I am confused which one i really need to buy
I know belkin are decent, but i prefer something with single row and more sockets
 
IMO if you want to protect your pc hardware you should be looking at a UPS not a surge protector.
 
+1 for UPS. We had some issues with mains recently, hasn't happened for a while then a few together. When it's a blip sometimes the only thing in the house that it still working is my PC due to the capacitors in the PSU I guess (luck), my NAS restarted which isn't good, so I have been thinking of UPS lately myself. Then it went off for 30 secs, which is even more a vote for UPS. But I'll buy one and there won't be any mains issues for 5 years!.. :) so it depends what its protecting and if you think a surge might damage said device, but PSUs are pretty good at filtering the crap imo.

In terms of what to get, they seem to start around £60-120 and up from there, they can have USB connection to run with software and tell your PC to safely shutdown after n minutes if that's what you need etc. Or to save money could just have a dumb UPS which keeps running for n minutes which would be ok for a short power outage.
 
Last edited:
Another vote for UPS.

With some many devices using memory cards & SSDs (Raspberry PI & Video cameras etc) I couldnt afford any of them to fail during a critical write operation.
 
I know belkin are decent, but i prefer something with single row and more sockets

All the cheap surge protectors do very little, they use a MOV to divert extra voltage, however the MOV's wear out + a large surge they still can't cope with.

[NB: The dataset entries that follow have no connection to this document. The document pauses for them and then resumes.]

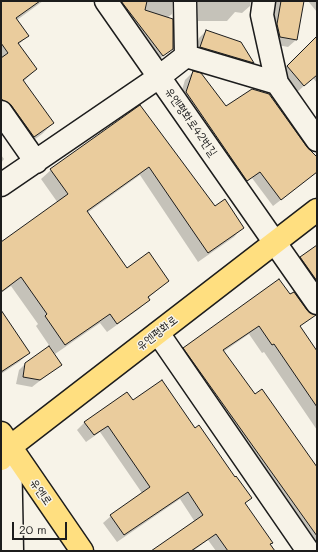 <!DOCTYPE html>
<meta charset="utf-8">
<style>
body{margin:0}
#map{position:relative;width:318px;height:552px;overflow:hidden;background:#f7f3e8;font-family:Mali,sans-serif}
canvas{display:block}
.frame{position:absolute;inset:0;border:2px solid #1c1c1c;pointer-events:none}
.scale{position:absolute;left:12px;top:522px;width:55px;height:18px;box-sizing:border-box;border:2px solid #1c1c1c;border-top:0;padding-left:5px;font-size:12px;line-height:14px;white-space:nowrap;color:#1c1c1c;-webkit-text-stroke:3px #f7f3e8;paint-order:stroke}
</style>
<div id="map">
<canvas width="318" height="552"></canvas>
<div class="frame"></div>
<div class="scale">20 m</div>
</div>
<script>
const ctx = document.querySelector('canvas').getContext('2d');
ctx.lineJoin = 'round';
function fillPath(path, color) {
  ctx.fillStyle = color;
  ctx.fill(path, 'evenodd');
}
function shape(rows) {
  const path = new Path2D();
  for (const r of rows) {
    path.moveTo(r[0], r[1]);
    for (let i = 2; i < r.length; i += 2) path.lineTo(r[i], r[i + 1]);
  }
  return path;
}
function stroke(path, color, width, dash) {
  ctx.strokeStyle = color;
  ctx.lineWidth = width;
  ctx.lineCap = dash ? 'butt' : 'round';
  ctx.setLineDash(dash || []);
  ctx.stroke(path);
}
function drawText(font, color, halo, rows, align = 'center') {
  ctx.font = font + ' Mali,"Poor Story",sans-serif';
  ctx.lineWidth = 3;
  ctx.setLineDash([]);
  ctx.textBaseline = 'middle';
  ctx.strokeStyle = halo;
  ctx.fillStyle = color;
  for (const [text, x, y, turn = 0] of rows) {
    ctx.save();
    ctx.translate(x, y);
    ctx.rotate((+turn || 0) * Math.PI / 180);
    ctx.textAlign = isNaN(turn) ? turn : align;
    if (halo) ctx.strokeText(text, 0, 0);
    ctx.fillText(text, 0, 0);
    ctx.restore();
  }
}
fillPath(shape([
 [1,1,43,1,17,20,28,36,18,45,36,69,23,82,53,123,42,134,23,148,1,117],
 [101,1,172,1,172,14,167,18,172,48,152,66],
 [198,1,251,1,250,6,242,13,235,12,227,21,198,21],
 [266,1,303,1,296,40,288,47,273,44],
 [308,1,317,1,317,12],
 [206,31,240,43,252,63,246,69,194,54,199,38],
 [317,36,317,83,313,78,296,93,279,73],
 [193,72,226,107,306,148,317,159,317,172,273,206,252,178,239,188,179,100,185,80],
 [140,106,215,207,243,227,234,237,198,262,140,175,87,213,127,269,168,281,148,298,149,300,139,309,107,332,100,323,55,354,36,326,38,324,11,286,1,293,1,243,58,203,41,179,51,170],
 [1,155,4,159,1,163],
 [317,246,317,298,294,265],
 [279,280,306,320,299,327,317,353,317,430,264,352,262,353,249,334,223,352,255,396,317,469,317,551,175,358,184,349],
 [1,312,29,353,19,362,1,374],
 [26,363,60,365,32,387,16,384,19,370],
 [132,402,194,429,250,498,244,504,275,551,216,551,208,540,193,551,153,551,195,522,180,499,117,542,103,523,111,516,142,493,100,432,86,442,77,430,85,422]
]), '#0003');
const building = shape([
 [1,1,40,1,16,18,29,36,18,43,37,69,23,80,54,123,34,137,11,105,1,99,1,58,8,53,1,43,1,1],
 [121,1,147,1,145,10,173,19,173,49,163,56,121,1],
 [281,1,304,1,297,40,280,37,277,24,281,1],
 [206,30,241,42,254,63,200,47,206,30],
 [317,36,317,75,304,86,287,66,317,36],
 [193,71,201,73,226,106,252,89,269,94,307,147,317,157,317,172,281,200,260,172,247,181,186,92,193,71],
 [140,105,215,206,225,199,244,228,208,253,149,167,87,211,127,268,149,252,169,281,148,297,150,300,117,324,110,314,65,345,45,316,47,314,21,277,1,292,1,242,68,194,50,169,140,105],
 [317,245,317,281,300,257,317,245],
 [279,279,290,294,294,292,307,310,316,315,300,326,317,351,317,407,274,344,272,345,259,326,223,350,255,394,262,389,317,467,317,536,183,348,279,279],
 [1,310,30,353,1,372,1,310],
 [49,346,62,365,40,380,23,377,25,363,49,346],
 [162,380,195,428,199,425,235,477,236,476,252,498,245,503,273,543,270,544,275,551,228,551,216,534,191,551,151,551,203,515,188,492,124,535,110,515,150,487,108,426,94,435,84,422,127,392,133,400,162,380]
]);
fillPath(building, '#eacc9d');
stroke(building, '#1c1c1c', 1);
const minor = shape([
 [106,1,317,303],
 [264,1,262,15,277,83,317,140],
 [186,56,277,83],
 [1,112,36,162],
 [1,185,159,77,186,56,185,1],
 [158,333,308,551],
 [10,447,12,551]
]);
const major = shape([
 [1,433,82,551],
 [1,459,10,447,317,210]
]);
stroke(minor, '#1c1c1c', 25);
stroke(major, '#1c1c1c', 25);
stroke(minor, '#f7f3e8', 22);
stroke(major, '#ffdf80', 22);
drawText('12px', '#1c1c1c', '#f7f3e8', [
 ["유엔평화로42번길",191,122,55],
 ["유엔평화로",157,333,-38],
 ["유엔로",41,492,56]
]);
</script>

The makers of these products offer the free insurance if your hardware fails, however it almost impossible to claim.

https://www.itwire.com/opinion-and-...8022-belkin-when-is-a-warranty-not-a-warranty

As others have mentioned, get a UPS.
 
I ended up talking myself into getting a UPS !

CyberPower BRICs BR700ELCD and confirmed it works via USB in QNAP TS-128A NAS. I fact it states the battery would run it for 2 hours.. that should do it :). I set it to safely shutdown after 10 mins. This is an entry level UPS I'm sure but it has USB connection and the battery is replaceable, sorted (and recommended). I might run a cable over to my PC as well (NAS in the kitchen to remove HDD noise from PC), obviously the 2 hours battery backup would drop to about 4 mins if I did that.